La Constitution de la 3ème République, remplaçant la République Démocratique de Madagascar par la République de Madagascar est adoptée en 1992 après la tenue d'un Forum national. En 1993, la coalition des Forces vives désigne Zafy Albert comme étant leur candidat face à Didier Ratsiraka, candidat du Mouvement Militant pour le Socialisme Malgache (MMSM), il bat ce dernier au deuxième tour avec 66 % des voix. Il est devenu ainsi le premier président de la 3ème République et le 3ème à être élu comme chef de l’Etat au suffrage universel après Tsiranana et Ratsiraka.
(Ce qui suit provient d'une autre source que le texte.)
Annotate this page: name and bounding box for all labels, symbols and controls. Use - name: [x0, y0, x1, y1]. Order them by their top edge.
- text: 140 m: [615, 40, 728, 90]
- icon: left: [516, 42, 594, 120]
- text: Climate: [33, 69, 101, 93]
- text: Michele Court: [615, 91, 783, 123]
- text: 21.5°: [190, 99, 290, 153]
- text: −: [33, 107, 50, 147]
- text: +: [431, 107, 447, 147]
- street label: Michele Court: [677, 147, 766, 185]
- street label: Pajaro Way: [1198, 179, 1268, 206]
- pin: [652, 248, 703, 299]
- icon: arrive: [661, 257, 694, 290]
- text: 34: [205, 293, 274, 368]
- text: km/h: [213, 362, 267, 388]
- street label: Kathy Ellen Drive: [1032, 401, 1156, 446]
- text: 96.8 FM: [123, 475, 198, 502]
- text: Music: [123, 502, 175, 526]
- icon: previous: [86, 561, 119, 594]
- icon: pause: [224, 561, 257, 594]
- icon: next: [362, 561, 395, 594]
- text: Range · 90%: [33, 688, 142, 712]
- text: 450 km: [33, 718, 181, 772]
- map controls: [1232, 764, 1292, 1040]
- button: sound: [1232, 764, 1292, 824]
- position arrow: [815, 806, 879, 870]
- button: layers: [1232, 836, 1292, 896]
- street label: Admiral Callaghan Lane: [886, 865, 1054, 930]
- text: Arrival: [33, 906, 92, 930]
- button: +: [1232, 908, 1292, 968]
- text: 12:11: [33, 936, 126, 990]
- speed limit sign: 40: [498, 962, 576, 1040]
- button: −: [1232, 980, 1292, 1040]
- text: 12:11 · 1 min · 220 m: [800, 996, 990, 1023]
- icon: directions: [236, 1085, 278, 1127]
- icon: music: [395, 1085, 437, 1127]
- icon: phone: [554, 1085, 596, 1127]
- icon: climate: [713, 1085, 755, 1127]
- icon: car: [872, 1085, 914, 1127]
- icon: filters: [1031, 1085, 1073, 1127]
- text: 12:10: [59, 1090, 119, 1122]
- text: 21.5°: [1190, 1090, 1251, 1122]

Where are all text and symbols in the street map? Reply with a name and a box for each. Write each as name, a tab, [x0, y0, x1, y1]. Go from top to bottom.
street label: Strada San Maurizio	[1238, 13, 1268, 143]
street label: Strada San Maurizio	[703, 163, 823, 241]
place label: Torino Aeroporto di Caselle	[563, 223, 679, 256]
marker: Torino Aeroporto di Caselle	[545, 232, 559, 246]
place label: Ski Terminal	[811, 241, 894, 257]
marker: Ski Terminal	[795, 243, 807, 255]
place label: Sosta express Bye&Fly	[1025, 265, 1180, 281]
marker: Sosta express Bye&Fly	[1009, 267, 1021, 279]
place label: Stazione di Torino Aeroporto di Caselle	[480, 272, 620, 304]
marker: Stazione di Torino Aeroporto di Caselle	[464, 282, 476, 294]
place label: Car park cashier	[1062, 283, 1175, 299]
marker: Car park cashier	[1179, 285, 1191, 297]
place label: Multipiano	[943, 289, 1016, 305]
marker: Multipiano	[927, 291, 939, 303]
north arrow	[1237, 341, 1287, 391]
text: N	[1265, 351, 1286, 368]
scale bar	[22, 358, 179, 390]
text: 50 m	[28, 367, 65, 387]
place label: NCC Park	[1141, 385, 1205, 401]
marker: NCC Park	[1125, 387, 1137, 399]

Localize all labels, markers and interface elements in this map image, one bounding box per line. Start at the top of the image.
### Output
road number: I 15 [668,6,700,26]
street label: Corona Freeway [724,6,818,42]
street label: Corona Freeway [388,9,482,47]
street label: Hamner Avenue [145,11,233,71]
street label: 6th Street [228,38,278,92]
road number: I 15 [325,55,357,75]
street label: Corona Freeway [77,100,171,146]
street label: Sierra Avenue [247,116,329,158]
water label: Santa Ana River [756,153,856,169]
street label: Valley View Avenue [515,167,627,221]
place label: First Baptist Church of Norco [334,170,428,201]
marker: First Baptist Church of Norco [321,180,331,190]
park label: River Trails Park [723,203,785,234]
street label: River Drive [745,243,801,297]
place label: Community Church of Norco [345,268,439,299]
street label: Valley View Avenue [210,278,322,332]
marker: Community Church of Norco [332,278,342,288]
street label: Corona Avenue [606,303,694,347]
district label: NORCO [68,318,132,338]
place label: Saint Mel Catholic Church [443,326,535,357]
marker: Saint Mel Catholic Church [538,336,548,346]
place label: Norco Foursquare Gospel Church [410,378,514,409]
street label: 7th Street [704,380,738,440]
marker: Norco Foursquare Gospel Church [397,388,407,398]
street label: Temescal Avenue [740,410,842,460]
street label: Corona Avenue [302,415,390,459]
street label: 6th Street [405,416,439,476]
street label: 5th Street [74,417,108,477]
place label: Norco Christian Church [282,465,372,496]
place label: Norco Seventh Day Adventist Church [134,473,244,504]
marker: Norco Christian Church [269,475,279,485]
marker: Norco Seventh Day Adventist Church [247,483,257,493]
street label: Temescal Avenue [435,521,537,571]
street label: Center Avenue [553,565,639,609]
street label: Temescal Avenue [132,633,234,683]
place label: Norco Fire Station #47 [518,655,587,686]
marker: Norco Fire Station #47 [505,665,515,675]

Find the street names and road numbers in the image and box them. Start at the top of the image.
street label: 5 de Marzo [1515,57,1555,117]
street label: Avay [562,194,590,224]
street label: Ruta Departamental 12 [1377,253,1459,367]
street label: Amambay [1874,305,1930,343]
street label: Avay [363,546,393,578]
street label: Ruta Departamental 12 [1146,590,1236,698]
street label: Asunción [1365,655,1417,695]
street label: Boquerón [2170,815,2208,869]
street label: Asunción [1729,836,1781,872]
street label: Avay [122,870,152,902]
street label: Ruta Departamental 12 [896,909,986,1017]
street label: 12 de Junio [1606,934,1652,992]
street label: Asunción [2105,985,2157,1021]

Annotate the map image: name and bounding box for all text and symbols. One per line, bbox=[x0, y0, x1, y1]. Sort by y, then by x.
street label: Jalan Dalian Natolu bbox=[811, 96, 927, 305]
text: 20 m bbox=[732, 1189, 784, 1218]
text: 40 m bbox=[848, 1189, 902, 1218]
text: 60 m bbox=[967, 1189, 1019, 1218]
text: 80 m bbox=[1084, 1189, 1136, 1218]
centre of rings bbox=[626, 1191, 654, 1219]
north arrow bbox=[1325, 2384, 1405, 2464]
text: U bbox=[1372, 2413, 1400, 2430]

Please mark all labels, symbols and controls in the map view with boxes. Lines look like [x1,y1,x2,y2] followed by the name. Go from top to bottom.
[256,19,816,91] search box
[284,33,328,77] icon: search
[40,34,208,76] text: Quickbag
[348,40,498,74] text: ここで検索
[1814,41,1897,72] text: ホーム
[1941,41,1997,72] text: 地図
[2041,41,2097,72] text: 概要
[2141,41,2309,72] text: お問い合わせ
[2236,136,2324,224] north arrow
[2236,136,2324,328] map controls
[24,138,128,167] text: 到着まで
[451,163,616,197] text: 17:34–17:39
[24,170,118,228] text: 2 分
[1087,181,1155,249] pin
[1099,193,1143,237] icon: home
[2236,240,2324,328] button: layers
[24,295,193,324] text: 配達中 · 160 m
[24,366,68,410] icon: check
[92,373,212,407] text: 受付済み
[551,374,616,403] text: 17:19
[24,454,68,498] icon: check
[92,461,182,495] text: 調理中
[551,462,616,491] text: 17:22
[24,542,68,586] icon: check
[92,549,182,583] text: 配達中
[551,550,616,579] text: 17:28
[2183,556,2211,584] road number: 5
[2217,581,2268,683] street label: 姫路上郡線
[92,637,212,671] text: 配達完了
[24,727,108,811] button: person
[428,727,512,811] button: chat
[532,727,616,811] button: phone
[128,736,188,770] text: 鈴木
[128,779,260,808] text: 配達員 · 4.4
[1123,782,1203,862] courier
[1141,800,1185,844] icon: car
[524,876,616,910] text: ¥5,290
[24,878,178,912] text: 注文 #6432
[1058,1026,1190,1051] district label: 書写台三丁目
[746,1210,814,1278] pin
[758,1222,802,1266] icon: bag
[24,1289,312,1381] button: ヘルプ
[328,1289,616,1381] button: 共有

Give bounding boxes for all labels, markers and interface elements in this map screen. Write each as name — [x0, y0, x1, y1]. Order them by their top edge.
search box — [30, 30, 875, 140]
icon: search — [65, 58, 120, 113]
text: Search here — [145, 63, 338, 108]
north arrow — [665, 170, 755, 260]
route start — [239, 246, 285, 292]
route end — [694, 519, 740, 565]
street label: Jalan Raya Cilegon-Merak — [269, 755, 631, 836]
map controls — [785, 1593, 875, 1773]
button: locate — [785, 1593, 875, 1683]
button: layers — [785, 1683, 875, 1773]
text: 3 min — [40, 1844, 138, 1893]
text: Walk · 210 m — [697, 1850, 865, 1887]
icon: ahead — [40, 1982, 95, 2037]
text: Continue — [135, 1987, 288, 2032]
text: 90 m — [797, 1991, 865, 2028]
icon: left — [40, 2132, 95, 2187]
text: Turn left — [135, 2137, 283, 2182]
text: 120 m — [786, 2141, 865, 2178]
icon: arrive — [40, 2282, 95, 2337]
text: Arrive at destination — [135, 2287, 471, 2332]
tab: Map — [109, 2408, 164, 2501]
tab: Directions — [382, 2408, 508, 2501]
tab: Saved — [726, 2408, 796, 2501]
Mais les heurts entre le chef de l'État et le chef du gouvernement dus aux dysfonctionnements de la Constitution fragilisèrent vite sa présidence. Cela finit d'ailleurs par un clash entre l’Assemblée nationale et l’exécutif et la destitution de Zafy Albert le 5 septembre 1996, après l'adoption d'une motion d'empêchement par l'Assemblée. Il ne resta finalement comme Président de la République que 3 ans (1993-1996).

Le fait d’être destitué et voir son adversaire (ilay raikalahy taloha) Ratsiraka revenir aux commandes ne l’a pas empêché de se présenter et d’être élu député de la circonscription d’Ambilobe.

Après les troubles post-électorales de 2002 le président Zafy Albert est devenu un ardent partisan de la « réconciliation nationale » en créant le Comité de Réconciliation Nationale (CRN), son but est d’éviter les crises à répétions à chaque élection surtout présidentielle. Après les événements de 2009, il est revenu au-devant de la scène politique durant les différents accords internationaux (Maputo, Addis Abeba, Pretoria) à la tête de la mouvance portant son nom.

Il est à noter qu'il est le seul chef de file des mouvances légalistes à être présent dans la capitale. Et souvent on le trouva à la tête de certaines manifestations essuyant des tirs de gaz lacrymogène entre 2009-2011.

Zafy Albert est un homme intègre, un vieux sage malagasy comme il n’en existe plus beaucoup. En libéral il a supporté sans broncher les rumeurs que l’on colportait sur lui, mais il reste le père de la Démocratie. Malheureusement la Démocratie est morte à Madagascar avant lui.

Nos sincères condoléances à sa famille et proches.
Au revoir Prof, les Malagasy sont orphelins de la démocratie.